▶ TASK
Report each line from the data below that holds the word "Kantor".

Data excerpts:

************

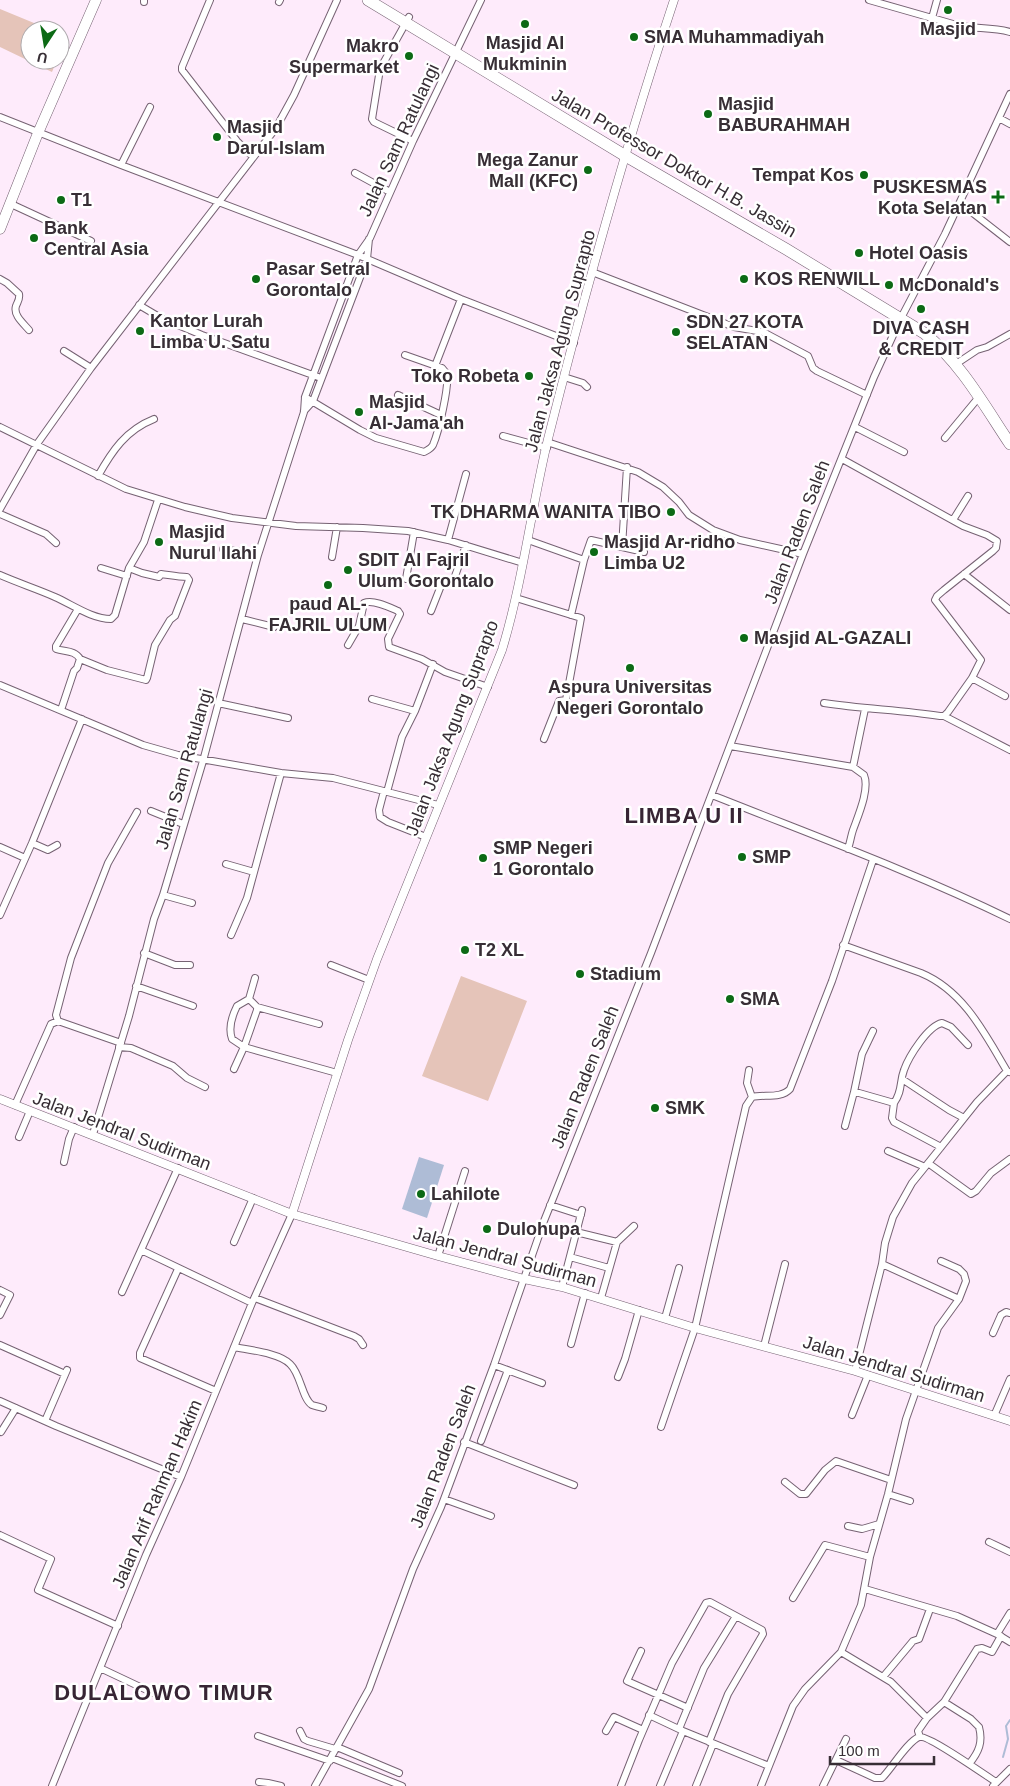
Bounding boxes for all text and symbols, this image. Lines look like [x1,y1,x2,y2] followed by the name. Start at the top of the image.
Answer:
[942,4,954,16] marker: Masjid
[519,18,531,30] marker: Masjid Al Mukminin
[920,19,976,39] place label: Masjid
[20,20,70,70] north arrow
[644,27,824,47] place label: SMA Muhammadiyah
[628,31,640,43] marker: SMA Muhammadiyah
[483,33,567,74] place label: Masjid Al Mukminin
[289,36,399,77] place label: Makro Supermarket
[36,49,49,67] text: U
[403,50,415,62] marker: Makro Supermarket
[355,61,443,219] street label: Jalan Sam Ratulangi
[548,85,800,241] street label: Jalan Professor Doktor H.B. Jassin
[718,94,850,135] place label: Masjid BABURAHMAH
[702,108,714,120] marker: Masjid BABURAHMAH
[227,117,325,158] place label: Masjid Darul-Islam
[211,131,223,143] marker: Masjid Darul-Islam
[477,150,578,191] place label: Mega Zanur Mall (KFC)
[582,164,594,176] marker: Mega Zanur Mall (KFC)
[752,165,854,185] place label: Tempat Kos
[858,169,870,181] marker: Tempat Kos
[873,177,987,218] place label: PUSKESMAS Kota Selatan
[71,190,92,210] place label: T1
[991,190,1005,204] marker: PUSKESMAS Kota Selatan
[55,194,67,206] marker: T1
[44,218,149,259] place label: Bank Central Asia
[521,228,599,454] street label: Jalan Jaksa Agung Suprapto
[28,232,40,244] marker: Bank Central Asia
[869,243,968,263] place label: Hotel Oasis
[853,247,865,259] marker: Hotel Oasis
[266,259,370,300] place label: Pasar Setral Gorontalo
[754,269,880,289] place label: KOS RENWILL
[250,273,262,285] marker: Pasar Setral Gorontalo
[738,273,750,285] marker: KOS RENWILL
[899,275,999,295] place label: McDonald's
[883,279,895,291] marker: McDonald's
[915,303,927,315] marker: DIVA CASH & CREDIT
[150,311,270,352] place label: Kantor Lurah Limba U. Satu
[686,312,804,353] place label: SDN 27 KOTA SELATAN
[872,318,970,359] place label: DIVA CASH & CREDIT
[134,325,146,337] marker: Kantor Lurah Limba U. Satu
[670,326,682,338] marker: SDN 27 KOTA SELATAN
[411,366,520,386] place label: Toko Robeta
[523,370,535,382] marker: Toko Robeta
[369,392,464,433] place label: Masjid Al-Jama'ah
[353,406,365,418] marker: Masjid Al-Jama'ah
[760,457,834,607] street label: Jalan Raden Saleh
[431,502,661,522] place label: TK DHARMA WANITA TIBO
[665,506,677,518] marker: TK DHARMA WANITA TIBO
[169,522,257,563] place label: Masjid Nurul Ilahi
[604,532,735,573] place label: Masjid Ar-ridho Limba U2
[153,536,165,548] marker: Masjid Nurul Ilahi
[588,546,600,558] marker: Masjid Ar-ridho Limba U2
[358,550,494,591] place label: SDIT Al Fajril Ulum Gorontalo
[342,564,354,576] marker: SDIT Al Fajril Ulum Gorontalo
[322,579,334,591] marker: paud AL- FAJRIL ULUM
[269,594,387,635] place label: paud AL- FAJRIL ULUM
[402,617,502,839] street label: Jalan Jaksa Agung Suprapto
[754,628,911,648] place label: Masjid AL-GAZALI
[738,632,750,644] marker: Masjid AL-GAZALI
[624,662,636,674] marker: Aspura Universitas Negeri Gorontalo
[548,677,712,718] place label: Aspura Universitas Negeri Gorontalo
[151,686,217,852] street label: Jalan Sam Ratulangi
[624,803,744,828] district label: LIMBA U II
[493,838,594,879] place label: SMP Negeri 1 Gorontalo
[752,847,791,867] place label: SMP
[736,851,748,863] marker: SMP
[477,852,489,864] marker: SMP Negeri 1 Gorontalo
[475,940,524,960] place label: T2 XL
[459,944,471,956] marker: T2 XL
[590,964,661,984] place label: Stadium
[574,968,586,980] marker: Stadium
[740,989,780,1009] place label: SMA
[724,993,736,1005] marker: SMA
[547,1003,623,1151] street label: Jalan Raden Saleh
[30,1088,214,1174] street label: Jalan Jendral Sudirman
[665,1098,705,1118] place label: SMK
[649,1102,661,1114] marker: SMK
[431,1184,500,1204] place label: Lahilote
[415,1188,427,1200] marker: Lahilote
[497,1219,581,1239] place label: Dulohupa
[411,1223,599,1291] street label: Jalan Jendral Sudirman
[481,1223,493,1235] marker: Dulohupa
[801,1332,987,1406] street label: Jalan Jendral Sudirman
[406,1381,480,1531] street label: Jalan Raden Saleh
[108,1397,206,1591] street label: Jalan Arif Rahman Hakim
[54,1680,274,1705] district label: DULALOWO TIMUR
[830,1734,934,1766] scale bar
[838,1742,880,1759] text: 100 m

************

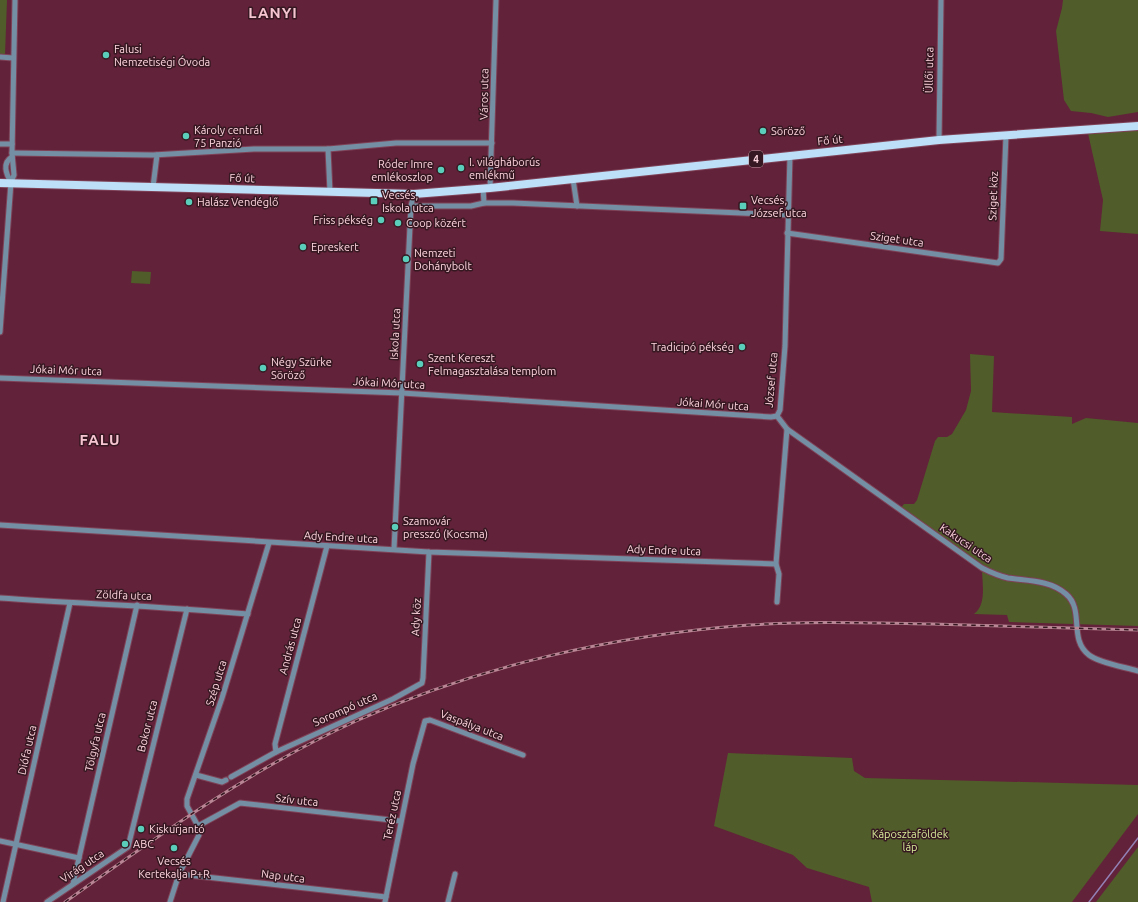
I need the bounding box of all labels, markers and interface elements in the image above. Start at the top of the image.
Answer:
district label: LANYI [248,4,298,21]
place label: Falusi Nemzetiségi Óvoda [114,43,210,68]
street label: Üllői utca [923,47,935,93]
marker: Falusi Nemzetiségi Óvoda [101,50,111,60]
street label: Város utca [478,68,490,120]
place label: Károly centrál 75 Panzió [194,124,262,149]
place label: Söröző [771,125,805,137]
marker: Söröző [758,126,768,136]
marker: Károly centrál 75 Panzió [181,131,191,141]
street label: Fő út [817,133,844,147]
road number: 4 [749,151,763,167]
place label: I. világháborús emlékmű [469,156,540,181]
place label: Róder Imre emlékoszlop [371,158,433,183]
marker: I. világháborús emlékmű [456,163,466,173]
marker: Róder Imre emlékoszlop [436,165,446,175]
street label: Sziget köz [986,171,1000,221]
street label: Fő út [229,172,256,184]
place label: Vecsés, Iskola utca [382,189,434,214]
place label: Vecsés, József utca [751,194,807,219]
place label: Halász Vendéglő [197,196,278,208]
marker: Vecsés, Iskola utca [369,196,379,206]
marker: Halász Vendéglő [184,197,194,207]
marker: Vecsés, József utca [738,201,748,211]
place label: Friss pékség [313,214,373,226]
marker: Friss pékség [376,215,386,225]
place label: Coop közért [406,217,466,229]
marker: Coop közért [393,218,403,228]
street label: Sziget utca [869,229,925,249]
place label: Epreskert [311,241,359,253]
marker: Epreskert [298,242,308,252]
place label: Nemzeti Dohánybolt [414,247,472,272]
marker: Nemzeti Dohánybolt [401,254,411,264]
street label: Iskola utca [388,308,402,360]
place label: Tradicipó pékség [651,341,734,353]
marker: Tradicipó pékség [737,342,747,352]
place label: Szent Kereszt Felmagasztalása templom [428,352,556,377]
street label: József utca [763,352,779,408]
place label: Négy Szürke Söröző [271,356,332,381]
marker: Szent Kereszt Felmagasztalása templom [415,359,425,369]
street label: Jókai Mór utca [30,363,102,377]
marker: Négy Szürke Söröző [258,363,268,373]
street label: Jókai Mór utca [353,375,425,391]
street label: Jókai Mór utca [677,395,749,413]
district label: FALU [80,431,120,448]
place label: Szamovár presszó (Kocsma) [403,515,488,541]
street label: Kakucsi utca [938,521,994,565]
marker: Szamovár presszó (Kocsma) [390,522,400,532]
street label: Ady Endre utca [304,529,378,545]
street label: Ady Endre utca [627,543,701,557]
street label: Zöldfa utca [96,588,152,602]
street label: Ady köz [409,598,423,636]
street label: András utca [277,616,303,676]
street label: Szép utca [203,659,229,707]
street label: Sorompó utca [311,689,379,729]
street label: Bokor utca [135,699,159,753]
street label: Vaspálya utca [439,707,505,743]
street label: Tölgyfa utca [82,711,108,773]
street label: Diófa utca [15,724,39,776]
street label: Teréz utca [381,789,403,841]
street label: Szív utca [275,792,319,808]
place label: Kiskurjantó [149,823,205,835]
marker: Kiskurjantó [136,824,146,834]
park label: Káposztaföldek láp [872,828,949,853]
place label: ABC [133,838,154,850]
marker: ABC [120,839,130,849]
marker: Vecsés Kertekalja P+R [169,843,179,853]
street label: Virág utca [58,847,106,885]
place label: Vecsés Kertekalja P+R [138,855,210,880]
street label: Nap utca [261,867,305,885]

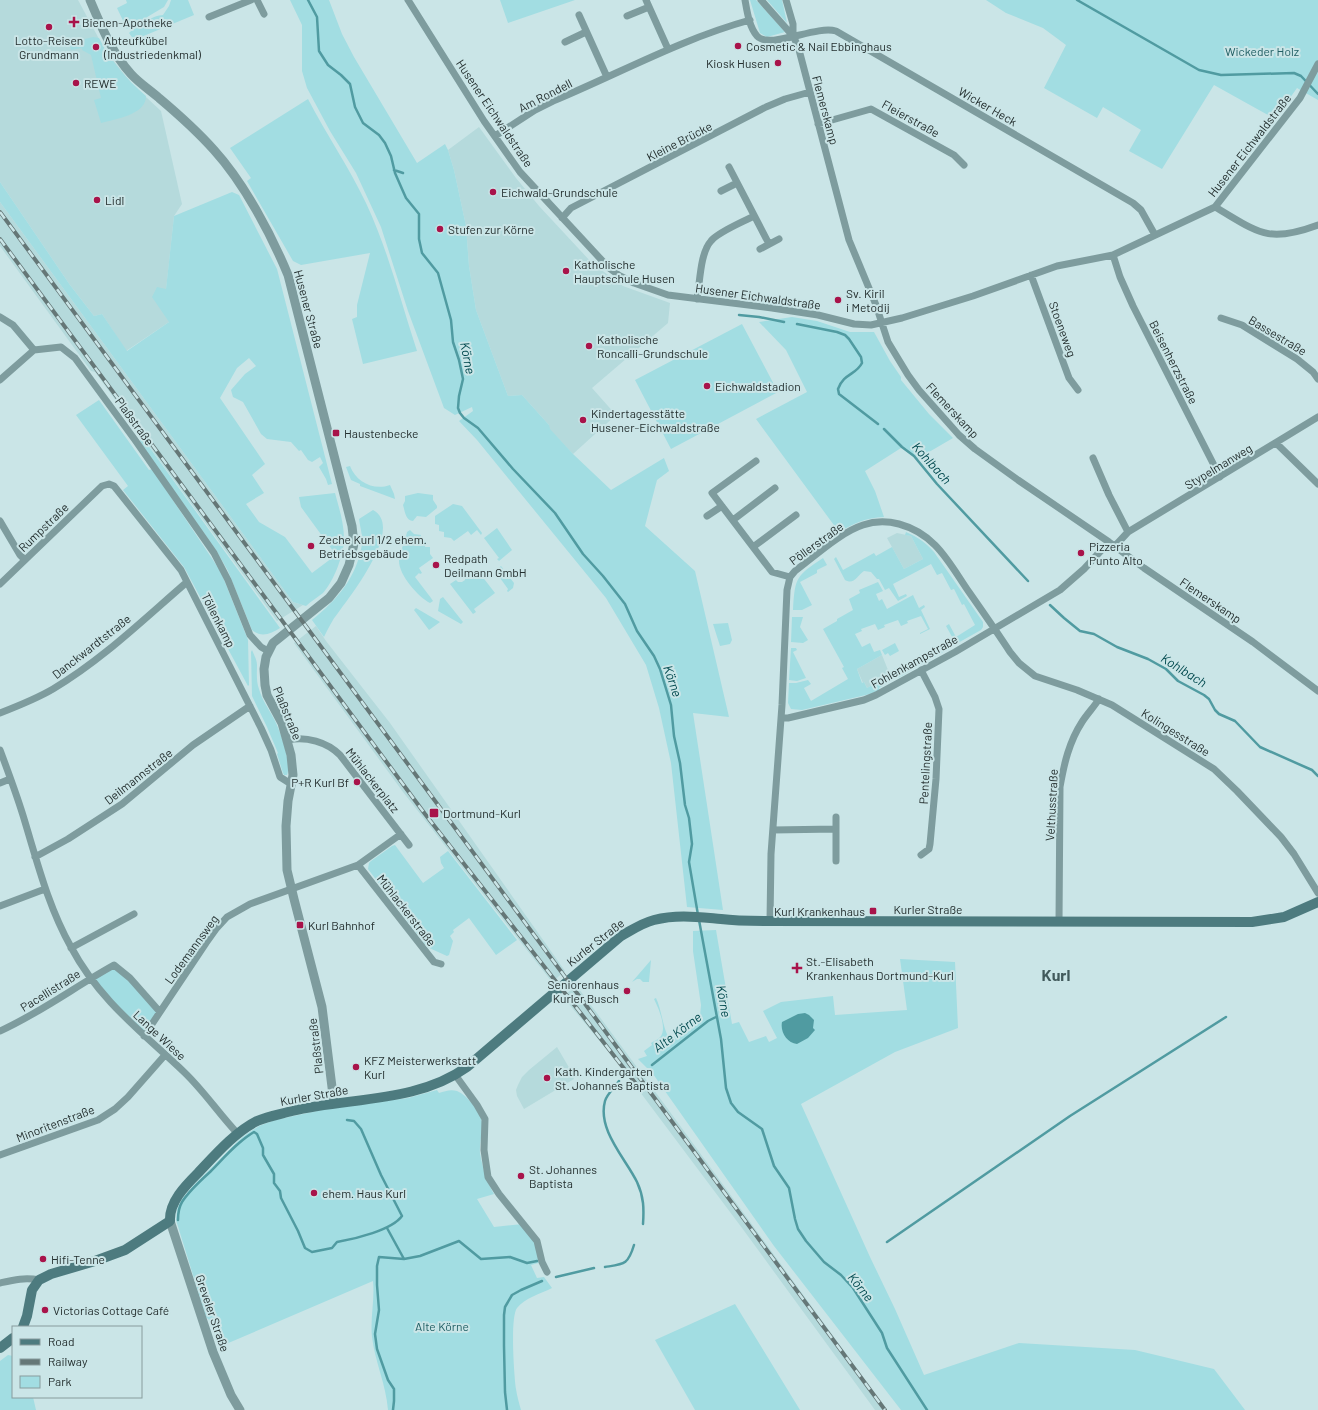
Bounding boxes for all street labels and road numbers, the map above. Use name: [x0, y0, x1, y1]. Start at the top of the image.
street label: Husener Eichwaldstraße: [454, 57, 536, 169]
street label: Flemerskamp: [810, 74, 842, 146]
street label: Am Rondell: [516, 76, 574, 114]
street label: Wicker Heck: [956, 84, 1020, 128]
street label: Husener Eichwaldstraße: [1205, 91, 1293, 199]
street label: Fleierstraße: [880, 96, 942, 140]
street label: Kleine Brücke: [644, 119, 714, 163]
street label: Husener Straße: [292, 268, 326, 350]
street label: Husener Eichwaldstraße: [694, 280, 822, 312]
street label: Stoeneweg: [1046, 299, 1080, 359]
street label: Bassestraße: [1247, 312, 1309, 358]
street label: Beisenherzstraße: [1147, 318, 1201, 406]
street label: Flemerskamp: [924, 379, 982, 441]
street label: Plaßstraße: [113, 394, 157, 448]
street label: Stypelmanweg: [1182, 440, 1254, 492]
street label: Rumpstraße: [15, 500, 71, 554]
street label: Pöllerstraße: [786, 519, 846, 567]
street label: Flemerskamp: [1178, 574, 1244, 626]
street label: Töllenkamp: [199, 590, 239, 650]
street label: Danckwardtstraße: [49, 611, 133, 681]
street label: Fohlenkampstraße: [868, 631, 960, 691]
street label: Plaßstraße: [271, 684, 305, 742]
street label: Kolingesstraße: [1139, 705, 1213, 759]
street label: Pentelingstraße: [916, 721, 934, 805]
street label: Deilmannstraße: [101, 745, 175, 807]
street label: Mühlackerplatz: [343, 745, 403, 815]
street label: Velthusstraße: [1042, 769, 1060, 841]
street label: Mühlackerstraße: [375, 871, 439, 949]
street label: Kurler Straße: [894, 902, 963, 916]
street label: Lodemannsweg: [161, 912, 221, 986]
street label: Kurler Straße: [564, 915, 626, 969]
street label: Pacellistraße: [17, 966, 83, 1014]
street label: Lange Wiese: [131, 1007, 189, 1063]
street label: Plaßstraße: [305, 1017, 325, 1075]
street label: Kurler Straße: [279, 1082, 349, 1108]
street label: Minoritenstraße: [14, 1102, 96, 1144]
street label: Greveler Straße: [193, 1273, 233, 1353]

************

▶ EXPECTED ANSWER
[150,311,270,352] place label: Kantor Lurah Limba U. Satu
[134,325,146,337] marker: Kantor Lurah Limba U. Satu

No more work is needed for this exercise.